In short, free trade is a reality and is here to stay.

"It's a train that's left the station and is not coming back," Levinsohn said.

There are some nuances, however. Obama has said he would like to amend the North American Free Trade Agreement to better enforce labor and environmental standards among the U.S., Mexico, and Canada. Obama also has lamented the fact that there was never a federal effort to help re-train the thousands of steelworkers who lost jobs in his state.

McCain has said there should be no walls for foreign competition, the United States need not fear competition, and that free trade promotes growth on both sides of the ledger.

"McCain would pass an Econ 101 exam with flying colors on the issue of free trade," Levinsohn said. But he added that it's a tough sell in Ohio, Michigan, and a number of other manufacturing-heavy swing states.

Leaders need a new frame for trade debates, since the old issues of tariffs and barriers are largely irrelevant, Levinsohn said. The focus should be on increasing the competitiveness of the United States and not decreasing the competitiveness of other countries.

"Here, policy really does matter," he pointed out. "Education policy is probably the single most important trade policy we have."

Another important trade issue involves "safety nets" for workers in industries negatively impacted by free trade, Levinsohn added.

Housing in the Headlines

The current financial and credit crisis has its roots in housing. Home values fell at an unprecedented rate and subprime loan defaults soared, which crushed the market for the securities backed by mortgages.

Securitizing mortgages is not new, but the instruments grew more complex and the share of subprime and Alt-A loans --- loans given to borrowers with good credit but with no documentation --- increased in recent years. Since financial institutions are still sorting out their liabilities, they are afraid to lend to each other, literally freezing the credit markets.

The government has moved in a big way, first creating a $700 billion package to buy up toxic mortgage assets, removing them from bank balance sheets. Now the government is looking to buy stakes in banks to shore up their capital structures and boost confidence.

Van Order, a Ross adjunct professor and former chief international economist at Freddie Mac, said the Democrats often say too little government oversight is to blame, while the Republicans contend there was too much government pressure to boost low-income housing. Debate continues as to which side is correct.

"This was very much a private deal," Van Order said, with businesses originating loans to ordinary people. It's possible the situation could have been regulated better, "but by whom?"
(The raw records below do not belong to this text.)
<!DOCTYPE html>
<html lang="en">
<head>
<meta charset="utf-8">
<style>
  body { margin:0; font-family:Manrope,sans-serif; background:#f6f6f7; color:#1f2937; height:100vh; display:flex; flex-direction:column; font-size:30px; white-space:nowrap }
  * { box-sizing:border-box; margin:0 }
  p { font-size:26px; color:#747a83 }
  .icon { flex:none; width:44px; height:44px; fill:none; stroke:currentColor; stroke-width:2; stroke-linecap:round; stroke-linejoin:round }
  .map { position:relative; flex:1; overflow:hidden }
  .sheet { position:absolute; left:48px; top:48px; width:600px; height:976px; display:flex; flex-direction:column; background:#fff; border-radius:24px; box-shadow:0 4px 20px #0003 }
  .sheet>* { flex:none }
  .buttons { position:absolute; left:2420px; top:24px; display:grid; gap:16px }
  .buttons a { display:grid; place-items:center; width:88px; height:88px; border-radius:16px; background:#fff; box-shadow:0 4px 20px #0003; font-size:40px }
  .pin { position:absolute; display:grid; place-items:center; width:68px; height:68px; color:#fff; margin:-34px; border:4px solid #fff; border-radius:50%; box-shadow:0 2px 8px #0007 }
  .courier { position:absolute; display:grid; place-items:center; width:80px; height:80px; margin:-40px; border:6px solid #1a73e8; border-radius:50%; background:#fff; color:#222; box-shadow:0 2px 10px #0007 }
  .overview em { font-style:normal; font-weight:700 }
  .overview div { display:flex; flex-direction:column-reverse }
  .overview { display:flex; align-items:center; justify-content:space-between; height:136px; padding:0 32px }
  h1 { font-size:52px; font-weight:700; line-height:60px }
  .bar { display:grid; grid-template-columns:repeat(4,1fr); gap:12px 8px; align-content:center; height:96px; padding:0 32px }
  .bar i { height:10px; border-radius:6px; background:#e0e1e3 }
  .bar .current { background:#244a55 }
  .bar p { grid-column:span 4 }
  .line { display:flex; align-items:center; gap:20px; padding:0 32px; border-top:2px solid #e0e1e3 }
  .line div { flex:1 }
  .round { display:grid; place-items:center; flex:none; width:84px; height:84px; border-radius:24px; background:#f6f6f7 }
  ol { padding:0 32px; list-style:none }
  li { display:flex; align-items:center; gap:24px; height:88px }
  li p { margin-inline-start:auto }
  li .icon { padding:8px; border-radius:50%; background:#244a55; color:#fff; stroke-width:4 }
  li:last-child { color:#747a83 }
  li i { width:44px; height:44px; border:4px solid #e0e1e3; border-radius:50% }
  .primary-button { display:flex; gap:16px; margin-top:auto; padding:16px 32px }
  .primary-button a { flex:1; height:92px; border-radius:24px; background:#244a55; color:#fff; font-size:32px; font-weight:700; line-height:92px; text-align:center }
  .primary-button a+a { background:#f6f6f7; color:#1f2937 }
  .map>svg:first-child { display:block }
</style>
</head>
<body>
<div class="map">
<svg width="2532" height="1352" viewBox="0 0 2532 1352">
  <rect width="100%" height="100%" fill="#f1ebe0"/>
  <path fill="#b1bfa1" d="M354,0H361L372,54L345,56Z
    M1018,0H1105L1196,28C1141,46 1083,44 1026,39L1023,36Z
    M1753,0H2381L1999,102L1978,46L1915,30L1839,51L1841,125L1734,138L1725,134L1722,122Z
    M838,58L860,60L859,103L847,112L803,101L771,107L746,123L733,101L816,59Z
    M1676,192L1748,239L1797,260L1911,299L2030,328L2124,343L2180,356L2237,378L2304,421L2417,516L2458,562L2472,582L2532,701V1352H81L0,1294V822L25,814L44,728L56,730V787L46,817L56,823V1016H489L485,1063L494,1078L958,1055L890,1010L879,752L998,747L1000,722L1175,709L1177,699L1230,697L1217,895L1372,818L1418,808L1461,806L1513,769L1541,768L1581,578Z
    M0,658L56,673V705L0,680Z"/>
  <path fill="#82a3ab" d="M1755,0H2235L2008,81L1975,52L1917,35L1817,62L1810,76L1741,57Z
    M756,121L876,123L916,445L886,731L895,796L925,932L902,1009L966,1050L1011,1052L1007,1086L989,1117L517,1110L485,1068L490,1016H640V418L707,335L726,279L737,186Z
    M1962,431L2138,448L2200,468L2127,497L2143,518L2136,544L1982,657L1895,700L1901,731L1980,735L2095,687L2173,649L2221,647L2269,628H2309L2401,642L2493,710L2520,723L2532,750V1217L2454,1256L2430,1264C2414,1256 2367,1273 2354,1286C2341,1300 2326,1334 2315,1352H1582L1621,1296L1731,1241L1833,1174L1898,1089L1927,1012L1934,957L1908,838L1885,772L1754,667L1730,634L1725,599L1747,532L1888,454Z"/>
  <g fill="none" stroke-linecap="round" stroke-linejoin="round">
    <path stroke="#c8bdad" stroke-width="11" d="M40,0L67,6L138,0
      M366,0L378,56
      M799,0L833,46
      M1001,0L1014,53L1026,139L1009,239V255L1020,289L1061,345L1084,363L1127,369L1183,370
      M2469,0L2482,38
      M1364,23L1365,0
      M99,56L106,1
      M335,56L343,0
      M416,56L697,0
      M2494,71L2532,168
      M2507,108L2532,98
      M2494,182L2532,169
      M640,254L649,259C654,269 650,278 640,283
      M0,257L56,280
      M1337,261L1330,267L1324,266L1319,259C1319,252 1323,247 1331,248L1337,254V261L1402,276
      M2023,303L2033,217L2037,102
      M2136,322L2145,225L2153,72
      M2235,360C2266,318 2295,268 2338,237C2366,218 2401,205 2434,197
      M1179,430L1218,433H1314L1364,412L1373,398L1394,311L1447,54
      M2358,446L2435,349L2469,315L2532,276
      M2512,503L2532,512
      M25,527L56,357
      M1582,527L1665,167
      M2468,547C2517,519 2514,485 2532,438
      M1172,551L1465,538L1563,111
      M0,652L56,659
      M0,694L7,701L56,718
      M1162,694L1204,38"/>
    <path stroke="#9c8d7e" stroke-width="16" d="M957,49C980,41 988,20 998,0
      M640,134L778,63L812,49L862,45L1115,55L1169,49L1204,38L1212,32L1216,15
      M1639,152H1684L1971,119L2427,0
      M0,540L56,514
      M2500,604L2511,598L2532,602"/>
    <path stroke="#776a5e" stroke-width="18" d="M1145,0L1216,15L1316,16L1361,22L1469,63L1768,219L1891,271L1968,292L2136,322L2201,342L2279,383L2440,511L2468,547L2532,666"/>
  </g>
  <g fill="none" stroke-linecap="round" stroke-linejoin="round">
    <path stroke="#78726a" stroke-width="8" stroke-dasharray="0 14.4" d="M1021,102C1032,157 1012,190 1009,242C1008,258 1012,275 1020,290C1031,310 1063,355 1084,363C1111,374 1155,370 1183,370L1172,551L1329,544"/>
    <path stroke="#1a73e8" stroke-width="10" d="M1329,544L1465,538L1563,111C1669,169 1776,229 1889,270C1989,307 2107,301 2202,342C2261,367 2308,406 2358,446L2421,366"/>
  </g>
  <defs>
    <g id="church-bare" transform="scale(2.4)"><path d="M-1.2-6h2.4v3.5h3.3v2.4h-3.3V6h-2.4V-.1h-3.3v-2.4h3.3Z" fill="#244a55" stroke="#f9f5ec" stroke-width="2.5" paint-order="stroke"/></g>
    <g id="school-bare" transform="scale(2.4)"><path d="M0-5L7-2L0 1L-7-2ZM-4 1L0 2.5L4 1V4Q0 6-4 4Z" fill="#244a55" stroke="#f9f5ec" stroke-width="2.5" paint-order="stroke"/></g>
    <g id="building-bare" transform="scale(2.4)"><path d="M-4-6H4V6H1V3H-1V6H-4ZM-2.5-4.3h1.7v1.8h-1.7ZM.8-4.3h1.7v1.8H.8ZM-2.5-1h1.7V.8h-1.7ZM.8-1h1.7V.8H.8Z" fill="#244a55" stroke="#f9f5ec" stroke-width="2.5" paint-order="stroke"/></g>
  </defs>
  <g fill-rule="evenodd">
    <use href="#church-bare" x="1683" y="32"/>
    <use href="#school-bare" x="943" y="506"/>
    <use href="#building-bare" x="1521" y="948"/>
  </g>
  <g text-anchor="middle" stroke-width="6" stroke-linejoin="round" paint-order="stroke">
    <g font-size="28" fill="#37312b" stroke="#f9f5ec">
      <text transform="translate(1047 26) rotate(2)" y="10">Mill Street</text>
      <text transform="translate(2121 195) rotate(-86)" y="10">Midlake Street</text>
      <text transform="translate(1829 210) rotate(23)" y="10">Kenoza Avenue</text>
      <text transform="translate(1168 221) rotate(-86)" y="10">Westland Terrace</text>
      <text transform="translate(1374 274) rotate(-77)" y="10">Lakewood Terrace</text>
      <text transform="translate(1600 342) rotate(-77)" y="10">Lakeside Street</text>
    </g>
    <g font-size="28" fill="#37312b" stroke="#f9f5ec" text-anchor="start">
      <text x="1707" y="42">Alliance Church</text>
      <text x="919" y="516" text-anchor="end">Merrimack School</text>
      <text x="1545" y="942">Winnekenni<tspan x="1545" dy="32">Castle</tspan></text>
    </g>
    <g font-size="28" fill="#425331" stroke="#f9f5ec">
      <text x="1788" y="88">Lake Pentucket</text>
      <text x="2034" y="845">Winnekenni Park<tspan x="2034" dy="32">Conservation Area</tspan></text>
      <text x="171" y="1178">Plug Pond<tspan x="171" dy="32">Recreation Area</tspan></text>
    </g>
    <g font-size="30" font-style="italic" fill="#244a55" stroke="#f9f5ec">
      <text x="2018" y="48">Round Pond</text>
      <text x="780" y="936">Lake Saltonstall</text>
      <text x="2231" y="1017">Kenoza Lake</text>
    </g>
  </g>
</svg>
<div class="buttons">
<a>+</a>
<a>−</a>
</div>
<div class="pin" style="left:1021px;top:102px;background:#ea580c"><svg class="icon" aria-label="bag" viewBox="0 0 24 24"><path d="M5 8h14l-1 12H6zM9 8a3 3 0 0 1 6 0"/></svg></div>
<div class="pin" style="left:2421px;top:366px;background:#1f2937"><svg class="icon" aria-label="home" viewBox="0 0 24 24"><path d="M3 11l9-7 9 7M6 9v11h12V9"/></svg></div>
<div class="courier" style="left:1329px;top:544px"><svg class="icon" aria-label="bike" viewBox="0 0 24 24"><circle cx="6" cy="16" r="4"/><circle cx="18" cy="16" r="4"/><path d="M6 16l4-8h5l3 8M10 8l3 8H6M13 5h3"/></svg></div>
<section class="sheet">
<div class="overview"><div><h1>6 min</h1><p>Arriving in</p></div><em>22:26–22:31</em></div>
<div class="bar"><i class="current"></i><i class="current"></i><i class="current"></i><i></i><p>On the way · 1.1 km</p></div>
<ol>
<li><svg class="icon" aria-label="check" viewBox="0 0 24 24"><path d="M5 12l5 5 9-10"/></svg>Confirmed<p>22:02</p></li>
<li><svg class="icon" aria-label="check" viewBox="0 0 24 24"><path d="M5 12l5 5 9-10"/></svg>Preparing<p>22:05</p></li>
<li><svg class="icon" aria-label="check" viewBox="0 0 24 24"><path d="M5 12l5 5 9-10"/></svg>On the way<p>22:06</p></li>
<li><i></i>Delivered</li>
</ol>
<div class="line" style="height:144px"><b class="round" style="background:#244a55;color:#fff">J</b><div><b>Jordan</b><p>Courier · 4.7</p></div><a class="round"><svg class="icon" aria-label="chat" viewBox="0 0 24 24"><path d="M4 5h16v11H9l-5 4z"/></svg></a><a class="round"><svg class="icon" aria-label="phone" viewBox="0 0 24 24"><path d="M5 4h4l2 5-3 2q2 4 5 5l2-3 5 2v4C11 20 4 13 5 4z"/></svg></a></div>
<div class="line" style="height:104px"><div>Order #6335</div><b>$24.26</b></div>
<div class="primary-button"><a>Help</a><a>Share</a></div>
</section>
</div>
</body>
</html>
Any new regulations should focus on how much equity loan originators keep, Van Order said. Since originators were simply selling off the loans --- which likely would be re-securitized --- not a lot of attention was paid to the quality of the loans. Many of the recent subprime and Alt-A loans failed almost immediately, meaning it wasn't the higher adjustable interest rates that caused defaults. The loans were bad to begin with, possibly because some buyers were purchasing homes for speculation, rather than for living.

Forcing the originators and financial institutions that create the mortgage-backed securities to keep some of the risk would force more to do their homework on loan quality, he said.

Both candidates backed the financial bailout, and both promise oversight of the public money being used. The bailout was the right move, said Van Order.

"If it wasn't needed, then the government will make money," he said. "If it was needed, then it was money well spent."